[Dataset entries]
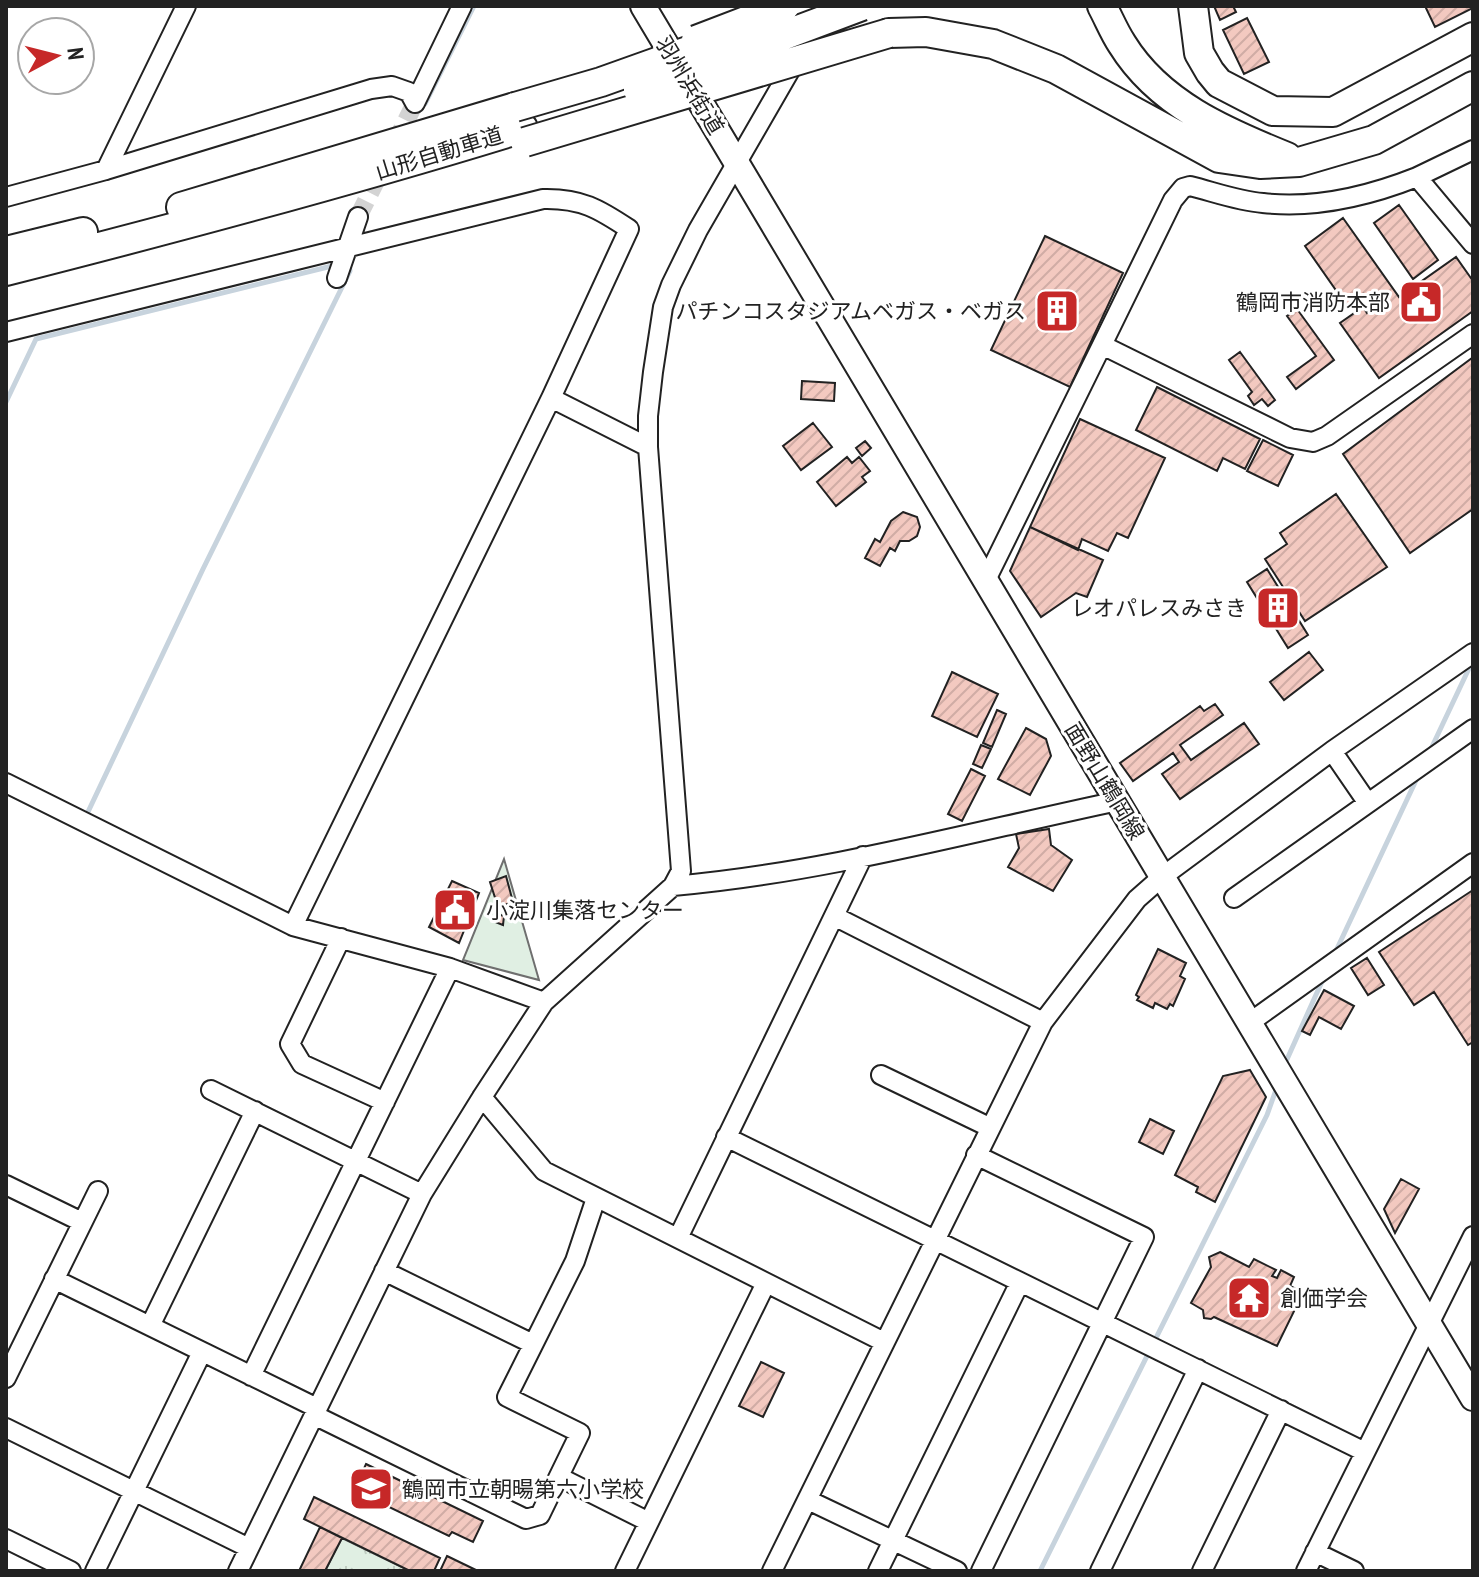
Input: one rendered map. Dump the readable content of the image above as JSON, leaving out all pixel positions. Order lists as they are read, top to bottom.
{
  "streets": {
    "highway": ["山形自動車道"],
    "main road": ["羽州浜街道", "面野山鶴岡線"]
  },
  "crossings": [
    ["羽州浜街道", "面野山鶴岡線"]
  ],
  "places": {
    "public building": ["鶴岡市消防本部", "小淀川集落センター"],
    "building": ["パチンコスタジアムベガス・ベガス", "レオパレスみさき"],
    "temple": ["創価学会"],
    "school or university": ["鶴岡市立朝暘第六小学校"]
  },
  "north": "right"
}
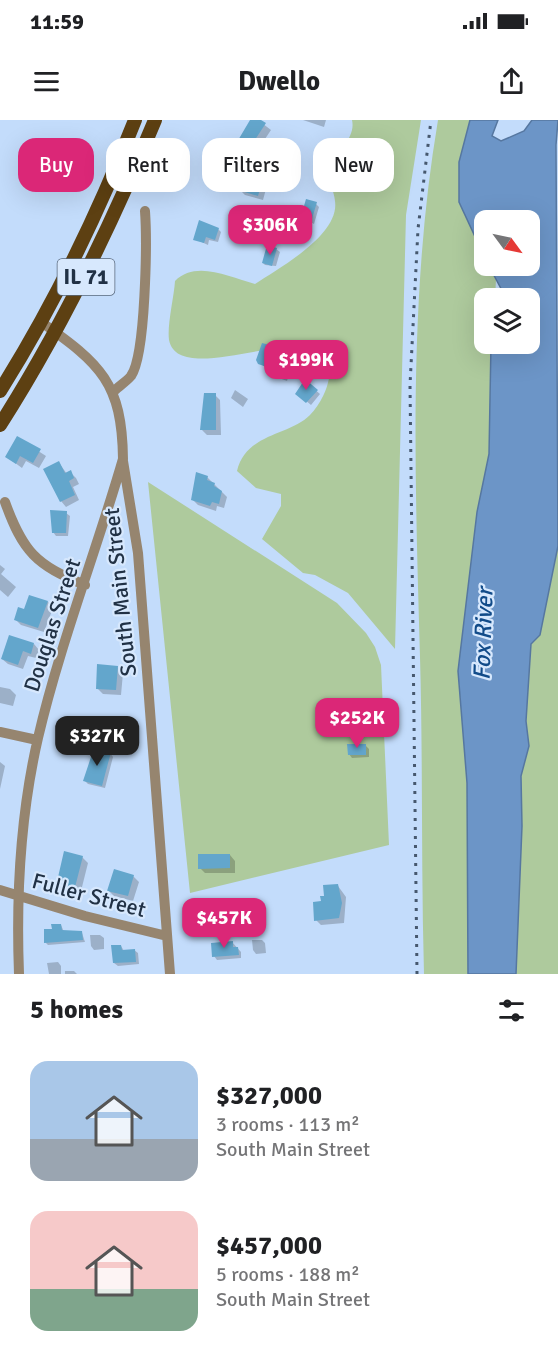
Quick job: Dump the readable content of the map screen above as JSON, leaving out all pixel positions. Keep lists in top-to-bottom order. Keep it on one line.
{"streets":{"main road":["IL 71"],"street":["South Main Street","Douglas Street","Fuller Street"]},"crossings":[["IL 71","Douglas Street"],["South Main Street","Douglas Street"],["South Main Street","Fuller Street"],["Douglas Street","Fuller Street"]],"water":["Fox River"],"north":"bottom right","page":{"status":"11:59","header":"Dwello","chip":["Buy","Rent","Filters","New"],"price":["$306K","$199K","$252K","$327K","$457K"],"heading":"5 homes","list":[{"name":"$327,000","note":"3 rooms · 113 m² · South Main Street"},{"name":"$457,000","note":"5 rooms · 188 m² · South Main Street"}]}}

Exercise ▸
For this exercise, copy the entries above exactly and skip any picture.

Solution for this problem ▸
Input: one rendered map. Dump the readable content of the image above as JSON, leaving out all pixel positions. Order lists as they are read, top to bottom.
{
  "streets": {
    "highway": ["山形自動車道"],
    "main road": ["羽州浜街道", "面野山鶴岡線"]
  },
  "crossings": [
    ["羽州浜街道", "面野山鶴岡線"]
  ],
  "places": {
    "public building": ["鶴岡市消防本部", "小淀川集落センター"],
    "building": ["パチンコスタジアムベガス・ベガス", "レオパレスみさき"],
    "temple": ["創価学会"],
    "school or university": ["鶴岡市立朝暘第六小学校"]
  },
  "north": "right"
}
Quick job: Dump the readable content of the map screen above as JSON, leaving out all pixel positions. Keep lists in top-to-bottom order. Keep it on one line.
{"streets":{"main road":["IL 71"],"street":["South Main Street","Douglas Street","Fuller Street"]},"crossings":[["IL 71","Douglas Street"],["South Main Street","Douglas Street"],["South Main Street","Fuller Street"],["Douglas Street","Fuller Street"]],"water":["Fox River"],"north":"bottom right","page":{"status":"11:59","header":"Dwello","chip":["Buy","Rent","Filters","New"],"price":["$306K","$199K","$252K","$327K","$457K"],"heading":"5 homes","list":[{"name":"$327,000","note":"3 rooms · 113 m² · South Main Street"},{"name":"$457,000","note":"5 rooms · 188 m² · South Main Street"}]}}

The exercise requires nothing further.